Work instruction> Count every line below containing "lists"; state the number only.

--- Records to use ---

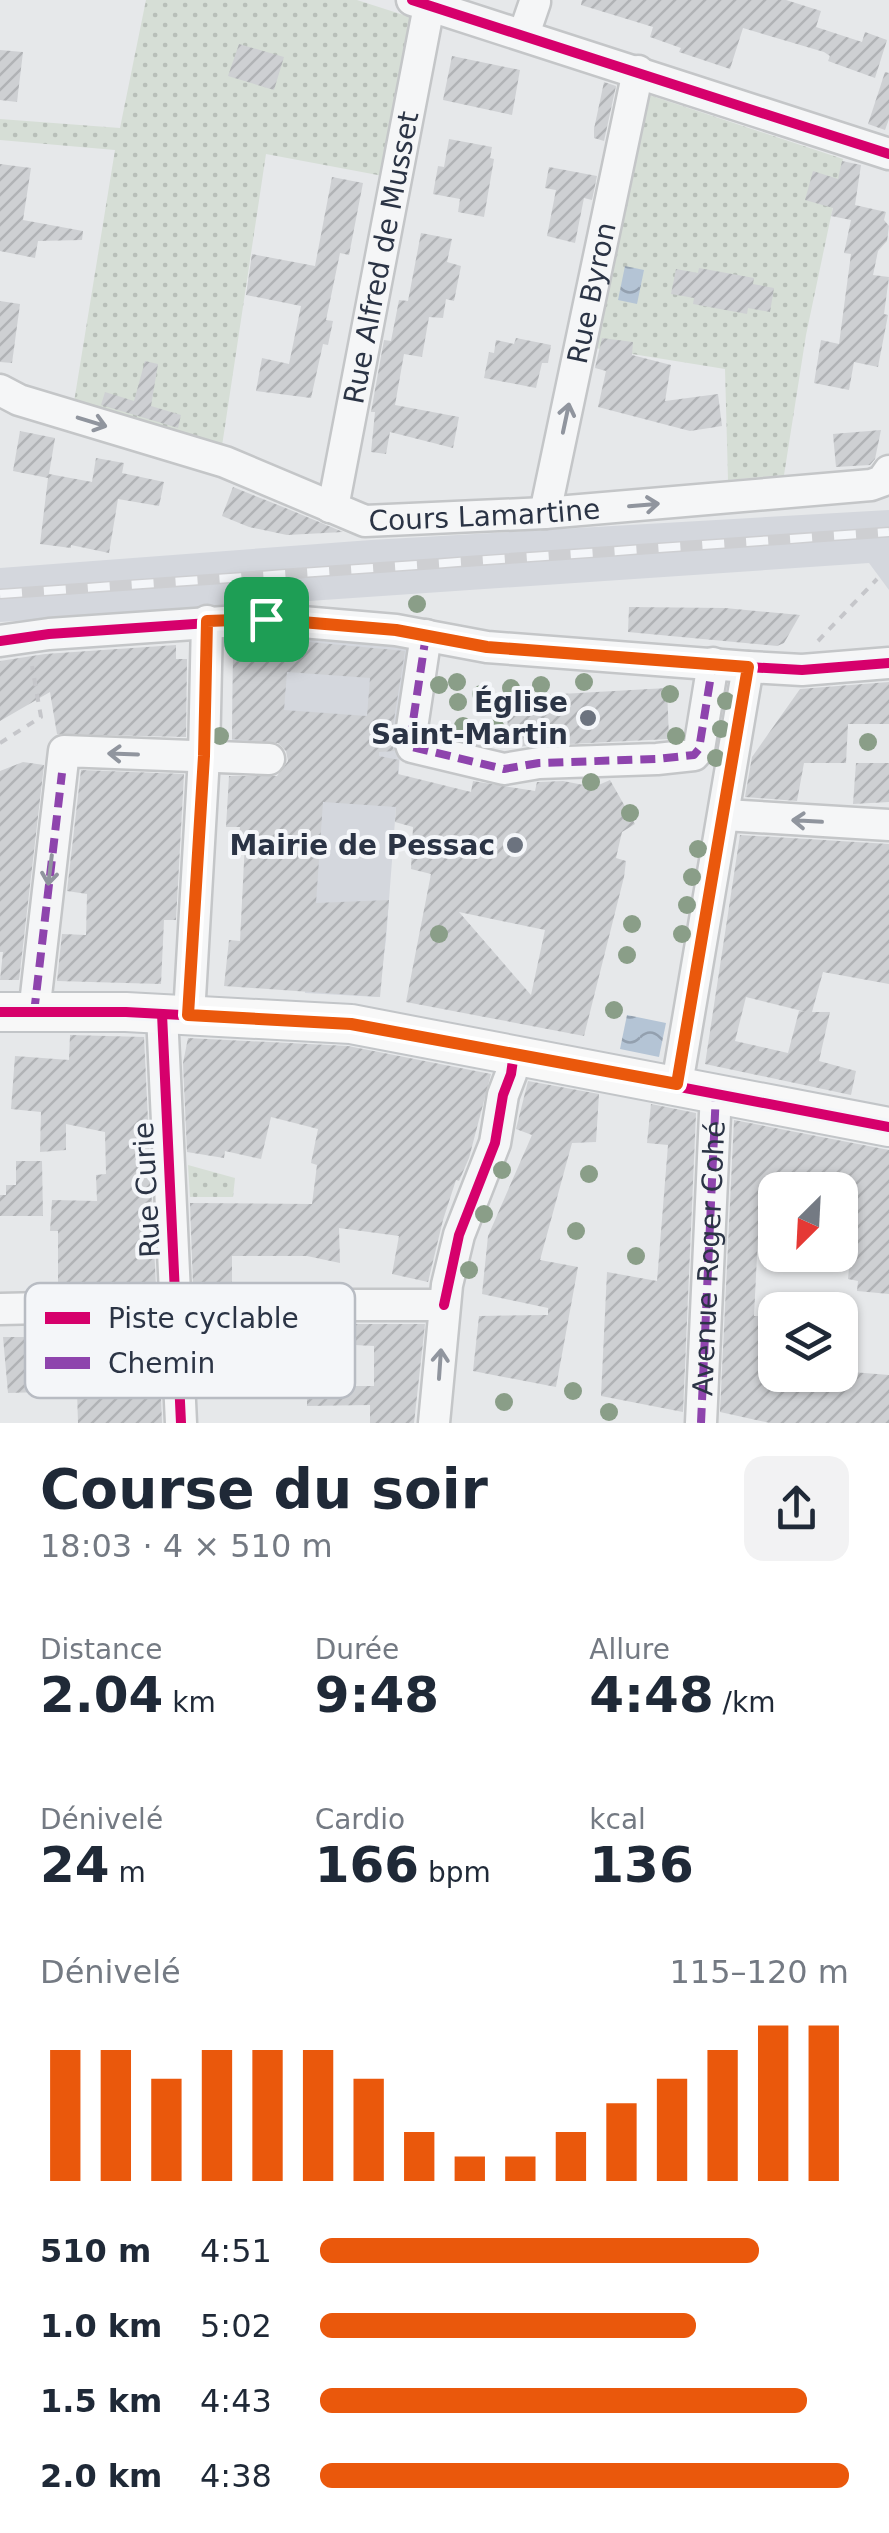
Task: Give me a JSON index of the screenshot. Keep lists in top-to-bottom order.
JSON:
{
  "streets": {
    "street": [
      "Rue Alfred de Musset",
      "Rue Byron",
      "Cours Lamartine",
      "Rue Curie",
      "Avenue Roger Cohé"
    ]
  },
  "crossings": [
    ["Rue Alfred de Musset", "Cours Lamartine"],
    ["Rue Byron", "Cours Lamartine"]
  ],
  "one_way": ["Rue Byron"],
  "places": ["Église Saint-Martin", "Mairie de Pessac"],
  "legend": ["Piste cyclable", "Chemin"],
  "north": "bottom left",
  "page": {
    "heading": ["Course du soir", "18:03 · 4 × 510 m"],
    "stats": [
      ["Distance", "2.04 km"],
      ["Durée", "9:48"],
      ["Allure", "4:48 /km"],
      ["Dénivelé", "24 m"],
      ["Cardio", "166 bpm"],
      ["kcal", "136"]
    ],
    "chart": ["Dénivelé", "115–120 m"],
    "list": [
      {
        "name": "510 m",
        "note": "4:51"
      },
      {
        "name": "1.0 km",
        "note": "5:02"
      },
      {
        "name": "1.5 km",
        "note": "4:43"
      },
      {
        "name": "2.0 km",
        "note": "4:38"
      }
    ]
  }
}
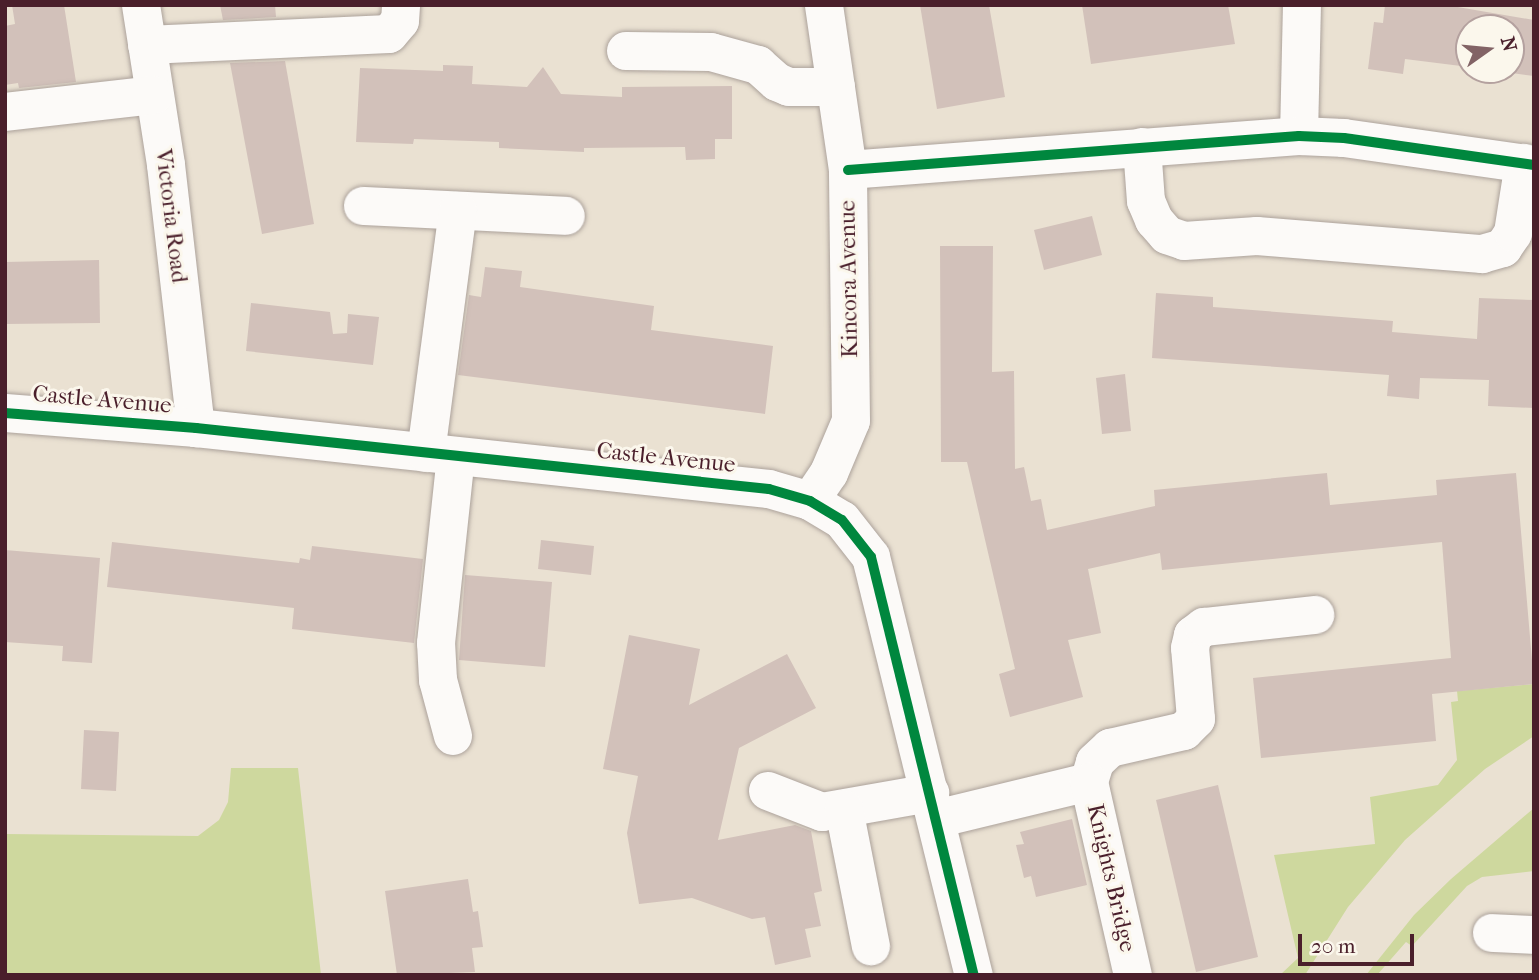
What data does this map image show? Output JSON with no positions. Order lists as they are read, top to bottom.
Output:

---

Response to the task> 2